Better than Brangelina? Spy reboot is witty and fresh
Mr & Mrs Smith was a middling Hollywood spy caper remembered chiefly because Brad Pitt and Angelina Jolie fell for each other while making it. And we know how that turned out. Ignoring the bad vibes, Amazon Prime Video has remade it as an eight-part series.
The results feel surprisingly fresh, because show creators Francesca Sloane and Donald Glover have eschewed the easy option – a dumb action thriller – in favour of something wittier and more thoughtful. It has a low-key, slightly 1970s aesthetic, which is where the casting of Glover comes in handy because I can’t think of many other actors who would look good in flares. He can also act, which is a major improvement on the film (Brad Pitt can’t, and that is a hill I will die on).

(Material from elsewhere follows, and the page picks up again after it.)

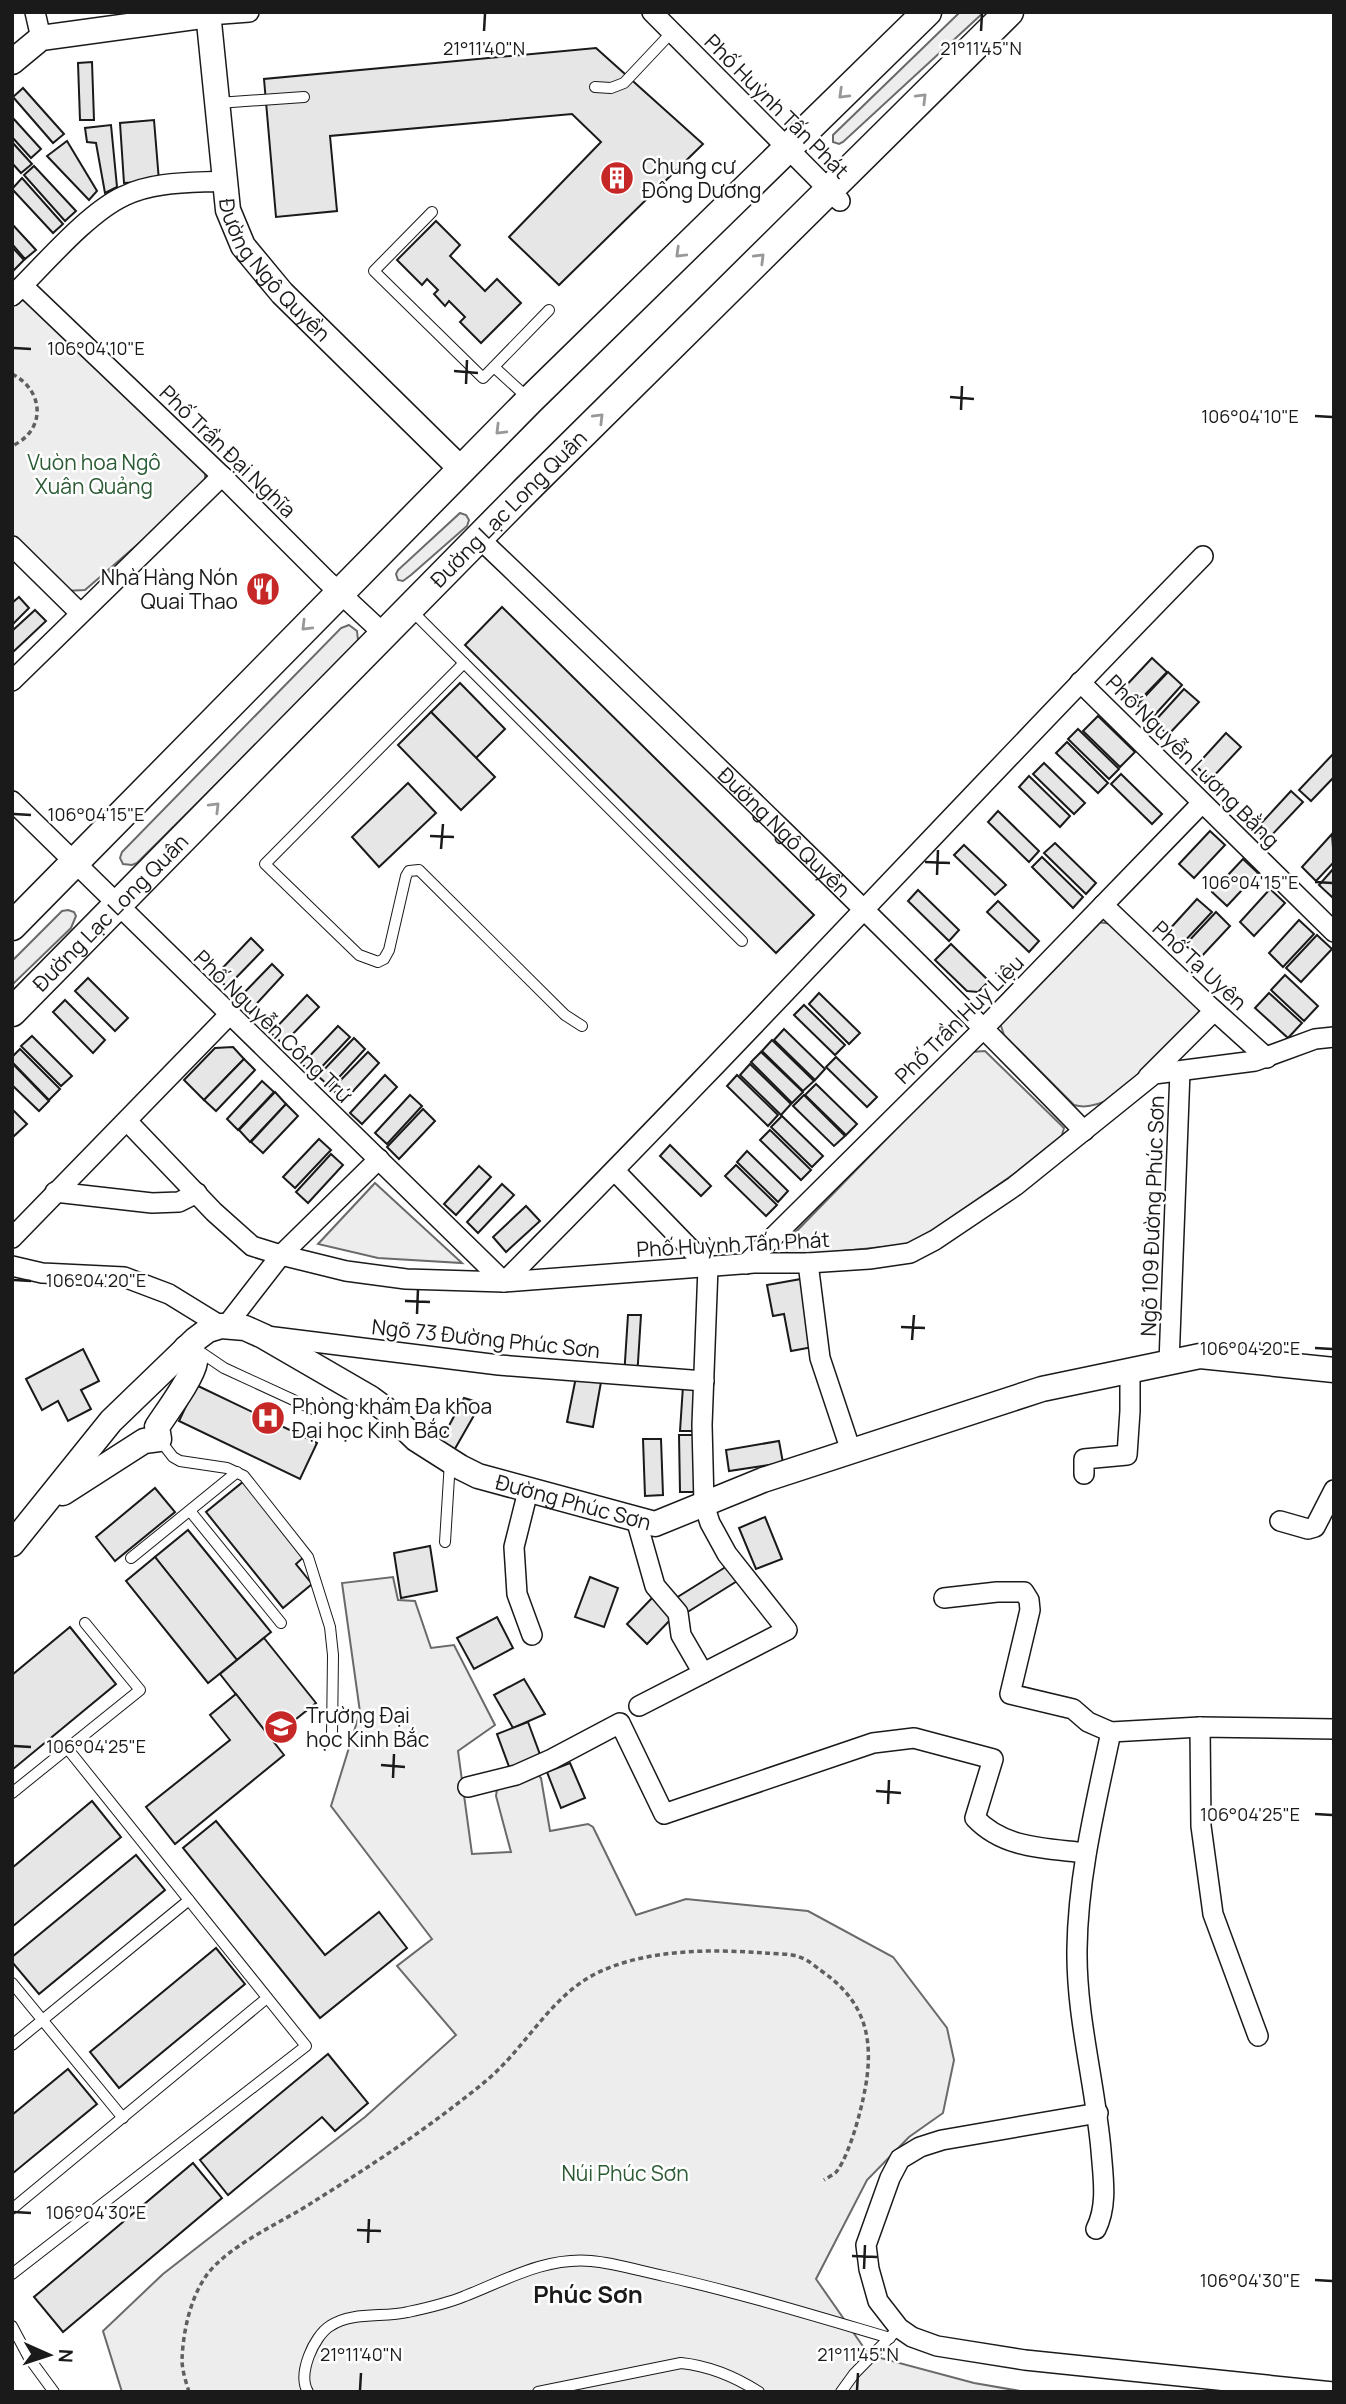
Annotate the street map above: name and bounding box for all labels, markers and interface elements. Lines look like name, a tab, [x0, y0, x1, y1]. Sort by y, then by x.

Glover and Maya Erskine (a role originally pencilled in for Phoebe Waller-bridge, who was also onboard as co-writer, but dropped out due to “artistic differences”) play spies hired by a mysterious agency. They are given the codenames John and Jane Smith, told to pose as a married couple and given a beautifully appointed
New York brownstone as a home.
They are sent out on high-risk missions with only the briefest of instructions, having to play it by ear when they get there. This generally involves having to fight or shoot their way out of dangerous situations in ski resorts, jungles and swanky addresses. One takes them to a luxury hotel in the Dolomites to stake out a wealthy executive played by Sharon Horgan. The guest stars are high quality, including John Turturro, Michaela Coel and Ron Perlman.

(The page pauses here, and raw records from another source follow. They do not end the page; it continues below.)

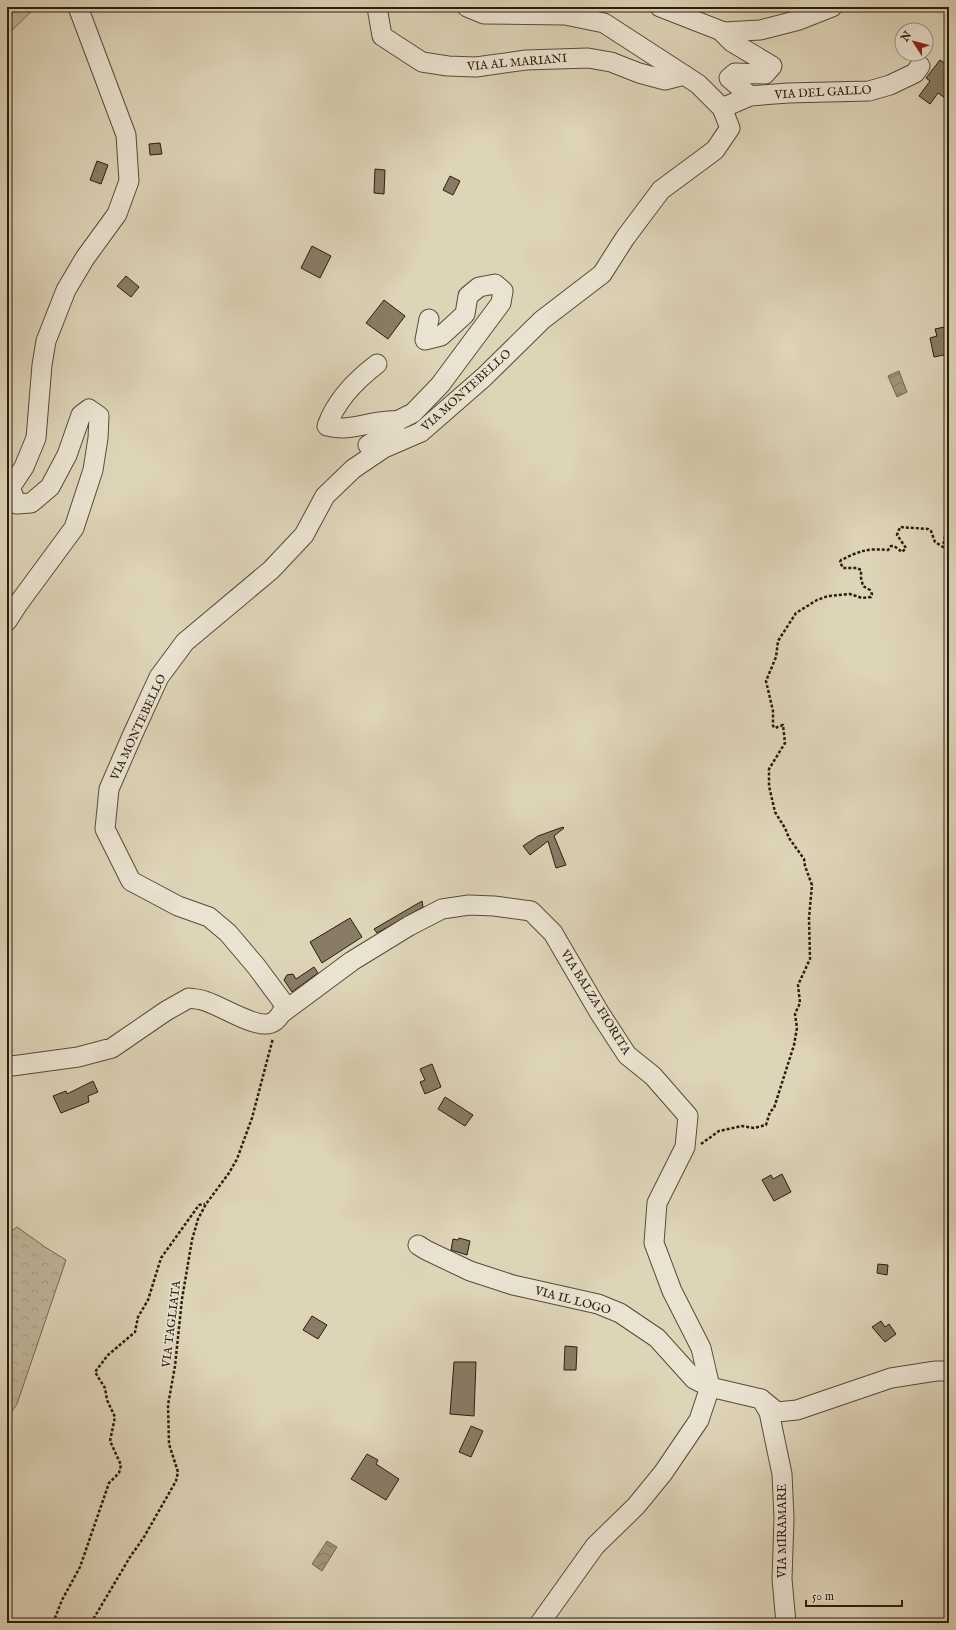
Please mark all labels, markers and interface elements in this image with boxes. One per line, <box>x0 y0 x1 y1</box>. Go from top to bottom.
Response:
north arrow <box>894 22 934 62</box>
text: N <box>898 28 915 45</box>
street label: VIA AL MARIANI <box>465 51 568 74</box>
street label: VIA DEL GALLO <box>773 82 872 103</box>
street label: VIA MONTEBELLO <box>418 346 514 435</box>
street label: VIA MONTEBELLO <box>107 672 170 784</box>
street label: VIA BALZA FIORITA <box>557 946 634 1058</box>
street label: VIA TAGLIATA <box>159 1279 184 1369</box>
street label: VIA IL LOGO <box>532 1283 613 1318</box>
street label: VIA MIRAMARE <box>775 1484 790 1579</box>
scale bar <box>806 1582 902 1608</box>
text: 50 m <box>812 1589 834 1604</box>

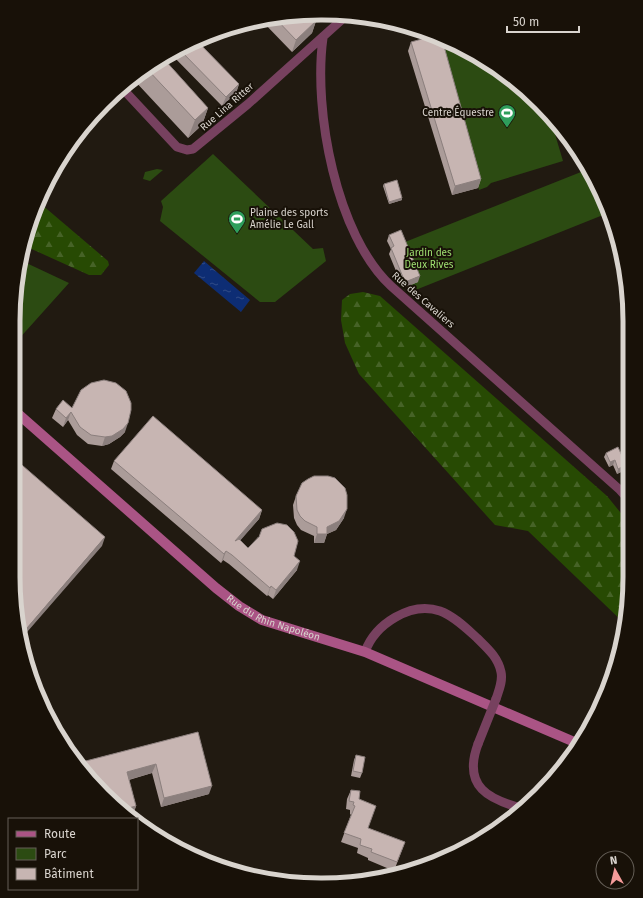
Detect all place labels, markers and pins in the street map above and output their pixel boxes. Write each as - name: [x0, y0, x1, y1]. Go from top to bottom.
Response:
- sports icon: Centre Équestre: [497, 103, 517, 128]
- place label: Centre Équestre: [422, 105, 494, 119]
- place label: Plaine des sports Amélie Le Gall: [250, 207, 328, 231]
- sports icon: Plaine des sports Amélie Le Gall: [227, 209, 247, 234]

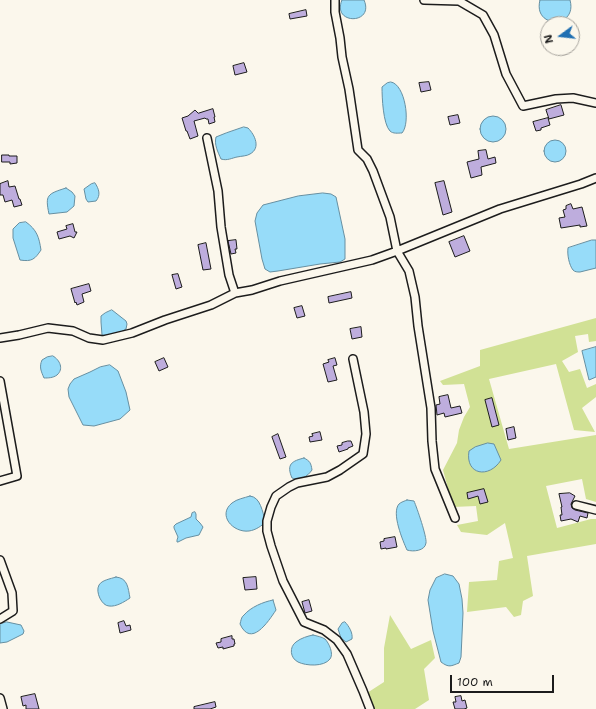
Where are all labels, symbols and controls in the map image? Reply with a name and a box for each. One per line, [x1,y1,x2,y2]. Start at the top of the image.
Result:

While all this high-octane spy stuff is going on, the couple are dealing with the mundanity of married life: dividing up the household chores, complaining that one of them spends too much time on the phone to their mother. At first, John finds it endearing that Jane talks with her mouth full, and when she says, “You’re so annoying,” she’s being playful. A few episodes down the line, and they want to kill each other.
He is a contented soul who likes to do yoga; she is spiky and estranged from everyone in her life. The relationship switches from platonic to romantic early on. This is where things fall down a bit, because Glover and Erskine have zero sexual chemistry. Or maybe that’s deliberate, because they’re in an arranged marriage and are just getting it on for the sake of it. Whatever, they’re always interesting to watch and both have great comic timing. Mr & Mrs Smith is that rare thing: a remake that improves on the original.
‘It’s not a game,” Lord Sugar tells the candidates in The Apprentice (BBC One), because he’s now into his 18th series of insisting that this is a business programme. Oh, Alan. Would a real business programme insist that the women dress like an assortment of Skittles? Or consider giving £250,000 to a man in a black silk shirt who says: “I am going to change the world and create a legacy that reverberates through time?”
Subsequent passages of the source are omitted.